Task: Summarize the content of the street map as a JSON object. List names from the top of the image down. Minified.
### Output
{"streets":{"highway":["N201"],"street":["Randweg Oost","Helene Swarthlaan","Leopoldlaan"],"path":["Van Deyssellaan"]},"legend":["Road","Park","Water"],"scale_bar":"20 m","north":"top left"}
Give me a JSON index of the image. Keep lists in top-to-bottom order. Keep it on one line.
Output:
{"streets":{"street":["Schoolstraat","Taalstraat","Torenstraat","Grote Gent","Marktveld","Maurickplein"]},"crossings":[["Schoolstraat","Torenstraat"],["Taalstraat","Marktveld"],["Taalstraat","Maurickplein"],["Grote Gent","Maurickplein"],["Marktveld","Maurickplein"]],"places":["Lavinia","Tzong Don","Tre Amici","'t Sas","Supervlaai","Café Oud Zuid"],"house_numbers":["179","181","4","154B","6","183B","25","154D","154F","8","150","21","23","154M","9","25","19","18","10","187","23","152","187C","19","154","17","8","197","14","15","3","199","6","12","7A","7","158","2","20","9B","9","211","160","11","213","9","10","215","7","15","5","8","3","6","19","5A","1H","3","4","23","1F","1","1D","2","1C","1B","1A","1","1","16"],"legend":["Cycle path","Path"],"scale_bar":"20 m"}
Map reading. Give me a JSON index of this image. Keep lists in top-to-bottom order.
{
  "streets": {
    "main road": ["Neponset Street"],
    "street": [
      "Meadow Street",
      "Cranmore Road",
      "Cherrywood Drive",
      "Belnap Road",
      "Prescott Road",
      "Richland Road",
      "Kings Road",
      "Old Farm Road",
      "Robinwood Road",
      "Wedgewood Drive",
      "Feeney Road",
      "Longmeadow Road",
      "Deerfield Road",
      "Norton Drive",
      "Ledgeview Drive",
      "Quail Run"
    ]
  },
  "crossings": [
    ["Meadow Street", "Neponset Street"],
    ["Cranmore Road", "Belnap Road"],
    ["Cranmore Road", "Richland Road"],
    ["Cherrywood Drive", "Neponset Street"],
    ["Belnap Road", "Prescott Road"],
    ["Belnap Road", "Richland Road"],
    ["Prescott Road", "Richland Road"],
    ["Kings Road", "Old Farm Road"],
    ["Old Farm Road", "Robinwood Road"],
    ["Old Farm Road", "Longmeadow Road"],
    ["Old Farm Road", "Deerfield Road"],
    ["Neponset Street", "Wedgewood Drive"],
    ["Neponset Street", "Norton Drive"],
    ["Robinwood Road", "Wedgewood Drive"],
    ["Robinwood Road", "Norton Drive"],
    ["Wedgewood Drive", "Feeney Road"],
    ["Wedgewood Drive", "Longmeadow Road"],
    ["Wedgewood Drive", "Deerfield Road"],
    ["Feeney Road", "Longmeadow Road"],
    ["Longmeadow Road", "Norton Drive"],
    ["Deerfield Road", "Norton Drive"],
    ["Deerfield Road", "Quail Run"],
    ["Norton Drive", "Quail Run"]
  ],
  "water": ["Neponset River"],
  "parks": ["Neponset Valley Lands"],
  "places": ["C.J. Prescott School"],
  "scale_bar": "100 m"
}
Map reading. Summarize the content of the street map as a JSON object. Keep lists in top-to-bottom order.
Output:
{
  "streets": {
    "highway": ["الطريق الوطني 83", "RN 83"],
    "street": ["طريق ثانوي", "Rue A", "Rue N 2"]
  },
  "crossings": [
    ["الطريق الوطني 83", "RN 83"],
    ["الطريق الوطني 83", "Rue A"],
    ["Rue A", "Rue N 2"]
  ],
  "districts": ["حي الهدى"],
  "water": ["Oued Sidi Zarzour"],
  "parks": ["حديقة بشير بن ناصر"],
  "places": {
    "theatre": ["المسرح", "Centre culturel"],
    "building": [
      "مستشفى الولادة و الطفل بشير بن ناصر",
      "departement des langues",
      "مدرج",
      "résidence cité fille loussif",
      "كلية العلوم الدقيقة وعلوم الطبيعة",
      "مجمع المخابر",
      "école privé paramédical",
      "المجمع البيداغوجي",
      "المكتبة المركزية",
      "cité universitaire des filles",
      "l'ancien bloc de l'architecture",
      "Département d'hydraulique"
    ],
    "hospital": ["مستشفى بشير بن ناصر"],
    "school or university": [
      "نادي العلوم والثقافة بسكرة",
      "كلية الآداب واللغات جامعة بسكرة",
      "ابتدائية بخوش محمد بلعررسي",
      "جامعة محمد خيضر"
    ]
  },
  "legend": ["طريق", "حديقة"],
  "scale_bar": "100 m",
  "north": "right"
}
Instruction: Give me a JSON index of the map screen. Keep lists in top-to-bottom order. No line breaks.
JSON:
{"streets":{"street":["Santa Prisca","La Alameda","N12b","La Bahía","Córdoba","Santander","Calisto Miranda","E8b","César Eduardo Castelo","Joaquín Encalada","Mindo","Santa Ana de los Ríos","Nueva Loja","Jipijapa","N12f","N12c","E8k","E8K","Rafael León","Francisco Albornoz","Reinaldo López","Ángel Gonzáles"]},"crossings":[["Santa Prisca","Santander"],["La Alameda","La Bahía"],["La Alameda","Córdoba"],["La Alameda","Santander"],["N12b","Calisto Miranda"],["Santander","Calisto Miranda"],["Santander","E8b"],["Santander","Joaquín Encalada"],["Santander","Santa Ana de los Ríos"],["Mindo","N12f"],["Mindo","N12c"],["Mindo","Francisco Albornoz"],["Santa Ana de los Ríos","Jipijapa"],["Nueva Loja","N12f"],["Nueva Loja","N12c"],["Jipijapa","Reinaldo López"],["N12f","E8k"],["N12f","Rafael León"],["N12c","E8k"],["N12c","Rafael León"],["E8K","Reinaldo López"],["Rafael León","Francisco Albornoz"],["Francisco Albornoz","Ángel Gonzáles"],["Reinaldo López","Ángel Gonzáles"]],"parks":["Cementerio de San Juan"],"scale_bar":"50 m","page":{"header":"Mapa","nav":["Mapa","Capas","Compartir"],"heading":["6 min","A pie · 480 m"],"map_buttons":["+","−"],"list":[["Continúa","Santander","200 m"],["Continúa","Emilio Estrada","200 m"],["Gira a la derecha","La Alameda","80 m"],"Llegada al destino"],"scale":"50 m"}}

# Problem requirements
A complete, exact copy of the material above is the expected answer.

# Response to this task
Task: Summarize the content of the street map as a JSON object. List names from the top of the image down. Minified.
### Output
{"streets":{"highway":["N201"],"street":["Randweg Oost","Helene Swarthlaan","Leopoldlaan"],"path":["Van Deyssellaan"]},"legend":["Road","Park","Water"],"scale_bar":"20 m","north":"top left"}
Give me a JSON index of the image. Keep lists in top-to-bottom order. Keep it on one line.
Output:
{"streets":{"street":["Schoolstraat","Taalstraat","Torenstraat","Grote Gent","Marktveld","Maurickplein"]},"crossings":[["Schoolstraat","Torenstraat"],["Taalstraat","Marktveld"],["Taalstraat","Maurickplein"],["Grote Gent","Maurickplein"],["Marktveld","Maurickplein"]],"places":["Lavinia","Tzong Don","Tre Amici","'t Sas","Supervlaai","Café Oud Zuid"],"house_numbers":["179","181","4","154B","6","183B","25","154D","154F","8","150","21","23","154M","9","25","19","18","10","187","23","152","187C","19","154","17","8","197","14","15","3","199","6","12","7A","7","158","2","20","9B","9","211","160","11","213","9","10","215","7","15","5","8","3","6","19","5A","1H","3","4","23","1F","1","1D","2","1C","1B","1A","1","1","16"],"legend":["Cycle path","Path"],"scale_bar":"20 m"}
Map reading. Give me a JSON index of this image. Keep lists in top-to-bottom order.
{
  "streets": {
    "main road": ["Neponset Street"],
    "street": [
      "Meadow Street",
      "Cranmore Road",
      "Cherrywood Drive",
      "Belnap Road",
      "Prescott Road",
      "Richland Road",
      "Kings Road",
      "Old Farm Road",
      "Robinwood Road",
      "Wedgewood Drive",
      "Feeney Road",
      "Longmeadow Road",
      "Deerfield Road",
      "Norton Drive",
      "Ledgeview Drive",
      "Quail Run"
    ]
  },
  "crossings": [
    ["Meadow Street", "Neponset Street"],
    ["Cranmore Road", "Belnap Road"],
    ["Cranmore Road", "Richland Road"],
    ["Cherrywood Drive", "Neponset Street"],
    ["Belnap Road", "Prescott Road"],
    ["Belnap Road", "Richland Road"],
    ["Prescott Road", "Richland Road"],
    ["Kings Road", "Old Farm Road"],
    ["Old Farm Road", "Robinwood Road"],
    ["Old Farm Road", "Longmeadow Road"],
    ["Old Farm Road", "Deerfield Road"],
    ["Neponset Street", "Wedgewood Drive"],
    ["Neponset Street", "Norton Drive"],
    ["Robinwood Road", "Wedgewood Drive"],
    ["Robinwood Road", "Norton Drive"],
    ["Wedgewood Drive", "Feeney Road"],
    ["Wedgewood Drive", "Longmeadow Road"],
    ["Wedgewood Drive", "Deerfield Road"],
    ["Feeney Road", "Longmeadow Road"],
    ["Longmeadow Road", "Norton Drive"],
    ["Deerfield Road", "Norton Drive"],
    ["Deerfield Road", "Quail Run"],
    ["Norton Drive", "Quail Run"]
  ],
  "water": ["Neponset River"],
  "parks": ["Neponset Valley Lands"],
  "places": ["C.J. Prescott School"],
  "scale_bar": "100 m"
}
Map reading. Summarize the content of the street map as a JSON object. Keep lists in top-to-bottom order.
Output:
{
  "streets": {
    "highway": ["الطريق الوطني 83", "RN 83"],
    "street": ["طريق ثانوي", "Rue A", "Rue N 2"]
  },
  "crossings": [
    ["الطريق الوطني 83", "RN 83"],
    ["الطريق الوطني 83", "Rue A"],
    ["Rue A", "Rue N 2"]
  ],
  "districts": ["حي الهدى"],
  "water": ["Oued Sidi Zarzour"],
  "parks": ["حديقة بشير بن ناصر"],
  "places": {
    "theatre": ["المسرح", "Centre culturel"],
    "building": [
      "مستشفى الولادة و الطفل بشير بن ناصر",
      "departement des langues",
      "مدرج",
      "résidence cité fille loussif",
      "كلية العلوم الدقيقة وعلوم الطبيعة",
      "مجمع المخابر",
      "école privé paramédical",
      "المجمع البيداغوجي",
      "المكتبة المركزية",
      "cité universitaire des filles",
      "l'ancien bloc de l'architecture",
      "Département d'hydraulique"
    ],
    "hospital": ["مستشفى بشير بن ناصر"],
    "school or university": [
      "نادي العلوم والثقافة بسكرة",
      "كلية الآداب واللغات جامعة بسكرة",
      "ابتدائية بخوش محمد بلعررسي",
      "جامعة محمد خيضر"
    ]
  },
  "legend": ["طريق", "حديقة"],
  "scale_bar": "100 m",
  "north": "right"
}
Instruction: Give me a JSON index of the map screen. Keep lists in top-to-bottom order. No line breaks.
JSON:
{"streets":{"street":["Santa Prisca","La Alameda","N12b","La Bahía","Córdoba","Santander","Calisto Miranda","E8b","César Eduardo Castelo","Joaquín Encalada","Mindo","Santa Ana de los Ríos","Nueva Loja","Jipijapa","N12f","N12c","E8k","E8K","Rafael León","Francisco Albornoz","Reinaldo López","Ángel Gonzáles"]},"crossings":[["Santa Prisca","Santander"],["La Alameda","La Bahía"],["La Alameda","Córdoba"],["La Alameda","Santander"],["N12b","Calisto Miranda"],["Santander","Calisto Miranda"],["Santander","E8b"],["Santander","Joaquín Encalada"],["Santander","Santa Ana de los Ríos"],["Mindo","N12f"],["Mindo","N12c"],["Mindo","Francisco Albornoz"],["Santa Ana de los Ríos","Jipijapa"],["Nueva Loja","N12f"],["Nueva Loja","N12c"],["Jipijapa","Reinaldo López"],["N12f","E8k"],["N12f","Rafael León"],["N12c","E8k"],["N12c","Rafael León"],["E8K","Reinaldo López"],["Rafael León","Francisco Albornoz"],["Francisco Albornoz","Ángel Gonzáles"],["Reinaldo López","Ángel Gonzáles"]],"parks":["Cementerio de San Juan"],"scale_bar":"50 m","page":{"header":"Mapa","nav":["Mapa","Capas","Compartir"],"heading":["6 min","A pie · 480 m"],"map_buttons":["+","−"],"list":[["Continúa","Santander","200 m"],["Continúa","Emilio Estrada","200 m"],["Gira a la derecha","La Alameda","80 m"],"Llegada al destino"],"scale":"50 m"}}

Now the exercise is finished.